Using standardized questionnaires, self-reported information on sociodemographic characteristics and selected health behaviors were collected at exam y 7, 10, and 20, including age, education (highest level achieved), smoking status (current, former, never), family structure (married, single, married with children, single with children), and sedentary behavior (hours of TV watched per day). Race (black vs. white) and gender were verified at each follow-up exam. Total energy intake was derived from the CARDIA FFQ, an interviewer administered questionnaire that assesses usual intake over the past month. The CARDIA FFQ was administered at exam y 7 and 20, with values for y 10 carried forward from y 7 for modeling purposes. Physical activity (PA), presented as exercise units (EU) per week, was assessed using the CARDIA PA questionnaire (20). For reference, 300 EU roughly approximates the American College of Sports Medicine recommendations for the amount of exercise needed to support weight loss [5 sessions of 300 kcal (1260 kJ) of weekly energy expenditure] (21). Due to nonlinearity with the outcome, PA was dichotomized as high (≥474 EU/wk) vs. low (<474 EU/wk).

Statistical analysis.

All statistical analyses were conducted in Stata (version 10.0). Differences in sociodemographic characteristics between exam y 7, 10, and 20 were determined using Student's t test (continuous) and chi-squared tests (categorical) where appropriate, with significance set at P < 0.05. Using ordinary least-squares regression models, we first examined the association between fast food and restaurant consumption [mean of y 7 and 10 times per week, divided into quartiles: lowest quartile (referent)] with y 20 outcomes (weight, HOMA-IR, waist circumference, TG, LDL-C, and HDL-C) adjusting for y 10 sociodemographic (age, race, education, family structure, and CARDIA exam center) and behavioral [smoking status, PA, hours of television viewing, total energy, y 10 value (continuous) of the outcome variable, and change in fast food and restaurant consumption between y 10 and 20] covariates. Estimates were similar in sign and significance if y 7 and 10 frequencies were independently modeled. The interaction between exposure and gender was not significant, so combined estimates are presented here. Adjustment for macronutrients (total and saturated fat) or selected lipid-containing food groups (dairy, meat) did not change our estimates and are excluded for parsimony. Year 20 outcome values were obtained from each estimated β coefficient using the ADJUST command in Stata.
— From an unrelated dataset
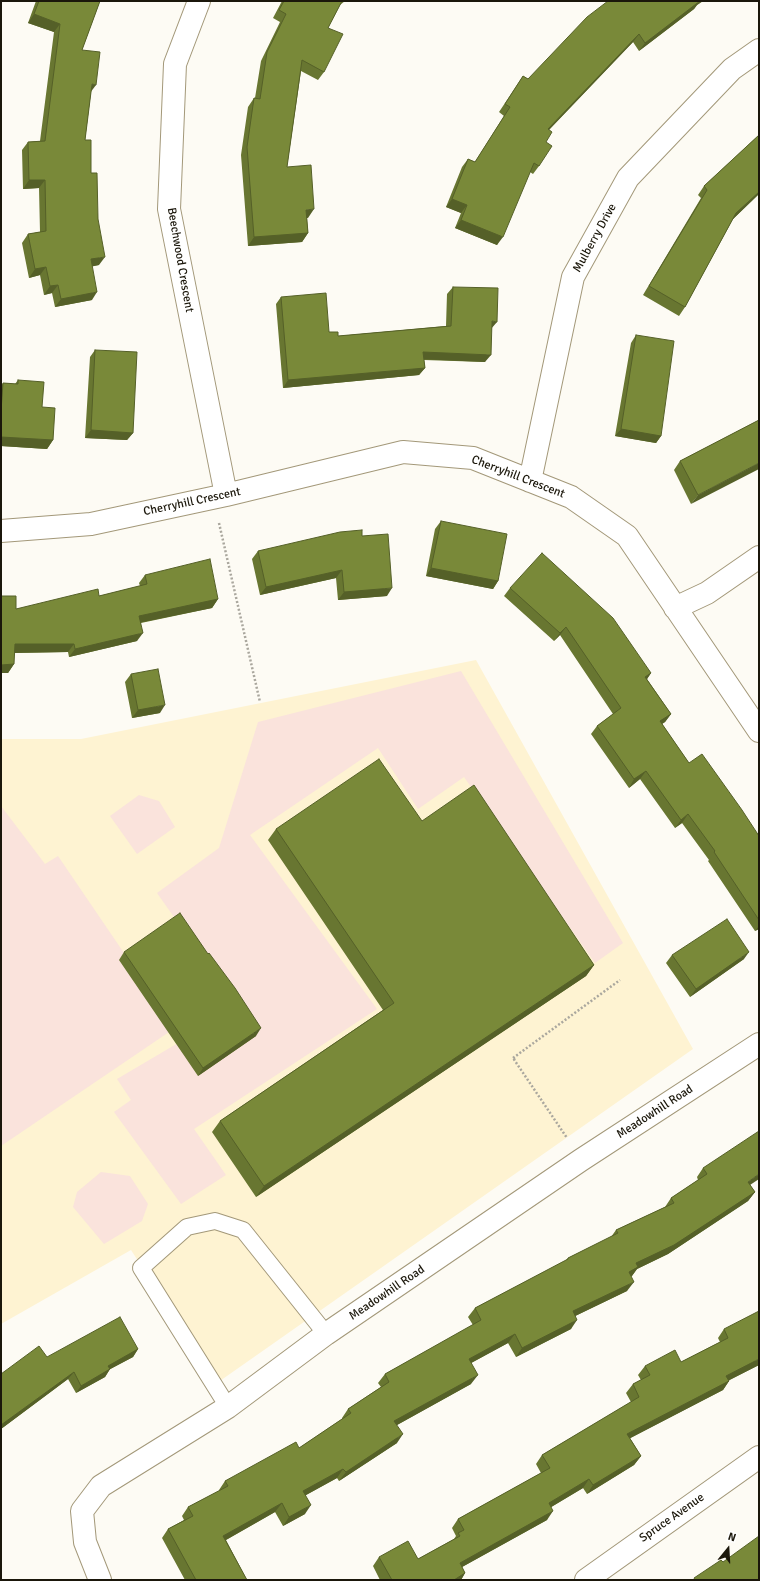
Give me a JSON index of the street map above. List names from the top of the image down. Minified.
{"streets":{"street":["Mulberry Drive","Beechwood Crescent","Cherryhill Crescent","Meadowhill Road","Spruce Avenue"]},"crossings":[["Mulberry Drive","Cherryhill Crescent"],["Beechwood Crescent","Cherryhill Crescent"]],"north":"top"}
For each outcome, we used participants with complete data. Of those with complete exposure and outcome data [n = 2439 (weight), n = 2238 (HOMA), n = 2437 (waist circumference), n = 2193 (TG and HDL-C), n = 2170 (LDL-C)], we excluded those missing covariate data [n = 1341 (weight), n = 122 (HOMA), n = 133 (waist circumference), n = 117 (TG and HDL-C), n = 125 (LDL-C)] or information on change in restaurant and/or change in fast food exposure between exam y 10 and 20 [n = 672 (weight), n = 606 (HOMA), n = 667 (waist circumference), n = 603 (TG and HDL-C), n = 596 (LDL-C)], resulting in final sample sizes of n = 1633 (weight), n = 1510 (HOMA), n = 1637 (waist circumference), n = 1473 (TG and HDL-C), and n = 1458 (LDL-C). Respondents who were included and those who were not did not differ.

Estimates obtained from standard regression models (e.g. those described above) are useful for providing an estimate of the average effect of away-from-home food consumption on subsequent health outcomes, but these estimates can be influenced by unobserved (e.g. an individual's motivation to be healthy) or unmeasured (e.g. knowledge of the risk of being overweight) variables, particularly those that change over time. Longitudinal, repeated-measures conditional regression models (also known as fixed-effect longitudinal models) account for these unmeasured variables. Conditioned on the participant, these models estimate parameters for characteristics that are time-variant within the individual (e.g. weekly fast food consumption), whereas time-invariant parameters (e.g. gender) are not estimated.

For each model, time-varying fast food and restaurant consumption (continuous) were regressed on time-varying outcome variables (continuous), adjusting for time-varying demographic (including age, education, and family structure) and lifestyle factors (including PA, sedentary behavior, total energy, and smoking status) collected at each exam year. Using all available data across 13 y and 3 exam periods provided the following sample sizes [observations (subjects)]: weight: 8489 (3987); HOMA-IR: 7921 (3873); waist: 8472 (3982); TG and HDL-C: 8152 (3926); and LDL-C: 7466 (3450).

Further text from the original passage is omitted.